TASK GOAL: Would you transcribe each of the entries exactly, with nothing added or dropped?

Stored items
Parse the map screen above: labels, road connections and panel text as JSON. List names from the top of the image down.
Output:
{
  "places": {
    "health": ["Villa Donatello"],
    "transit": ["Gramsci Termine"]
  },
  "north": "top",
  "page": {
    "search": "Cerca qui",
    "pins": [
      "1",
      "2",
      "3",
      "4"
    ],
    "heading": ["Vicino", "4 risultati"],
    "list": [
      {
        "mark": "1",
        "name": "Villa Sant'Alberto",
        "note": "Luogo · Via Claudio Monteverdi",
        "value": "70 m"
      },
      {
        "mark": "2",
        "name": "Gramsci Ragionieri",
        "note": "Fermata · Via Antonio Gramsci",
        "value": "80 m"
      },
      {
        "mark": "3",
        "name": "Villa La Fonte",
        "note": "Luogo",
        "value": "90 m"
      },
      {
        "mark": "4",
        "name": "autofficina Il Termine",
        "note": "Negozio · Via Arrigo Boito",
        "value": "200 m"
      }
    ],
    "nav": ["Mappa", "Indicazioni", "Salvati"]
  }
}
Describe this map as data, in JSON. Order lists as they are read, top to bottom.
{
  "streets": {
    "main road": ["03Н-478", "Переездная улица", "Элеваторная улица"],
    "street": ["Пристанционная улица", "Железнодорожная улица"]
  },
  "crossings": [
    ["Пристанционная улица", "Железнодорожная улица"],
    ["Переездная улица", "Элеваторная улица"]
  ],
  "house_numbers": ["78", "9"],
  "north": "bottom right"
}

PROBLEM SOLUTION:
Parse the map screen above: labels, road connections and panel text as JSON. List names from the top of the image down.
Output:
{
  "places": {
    "health": ["Villa Donatello"],
    "transit": ["Gramsci Termine"]
  },
  "north": "top",
  "page": {
    "search": "Cerca qui",
    "pins": [
      "1",
      "2",
      "3",
      "4"
    ],
    "heading": ["Vicino", "4 risultati"],
    "list": [
      {
        "mark": "1",
        "name": "Villa Sant'Alberto",
        "note": "Luogo · Via Claudio Monteverdi",
        "value": "70 m"
      },
      {
        "mark": "2",
        "name": "Gramsci Ragionieri",
        "note": "Fermata · Via Antonio Gramsci",
        "value": "80 m"
      },
      {
        "mark": "3",
        "name": "Villa La Fonte",
        "note": "Luogo",
        "value": "90 m"
      },
      {
        "mark": "4",
        "name": "autofficina Il Termine",
        "note": "Negozio · Via Arrigo Boito",
        "value": "200 m"
      }
    ],
    "nav": ["Mappa", "Indicazioni", "Salvati"]
  }
}
Describe this map as data, in JSON. Order lists as they are read, top to bottom.
{
  "streets": {
    "main road": ["03Н-478", "Переездная улица", "Элеваторная улица"],
    "street": ["Пристанционная улица", "Железнодорожная улица"]
  },
  "crossings": [
    ["Пристанционная улица", "Железнодорожная улица"],
    ["Переездная улица", "Элеваторная улица"]
  ],
  "house_numbers": ["78", "9"],
  "north": "bottom right"
}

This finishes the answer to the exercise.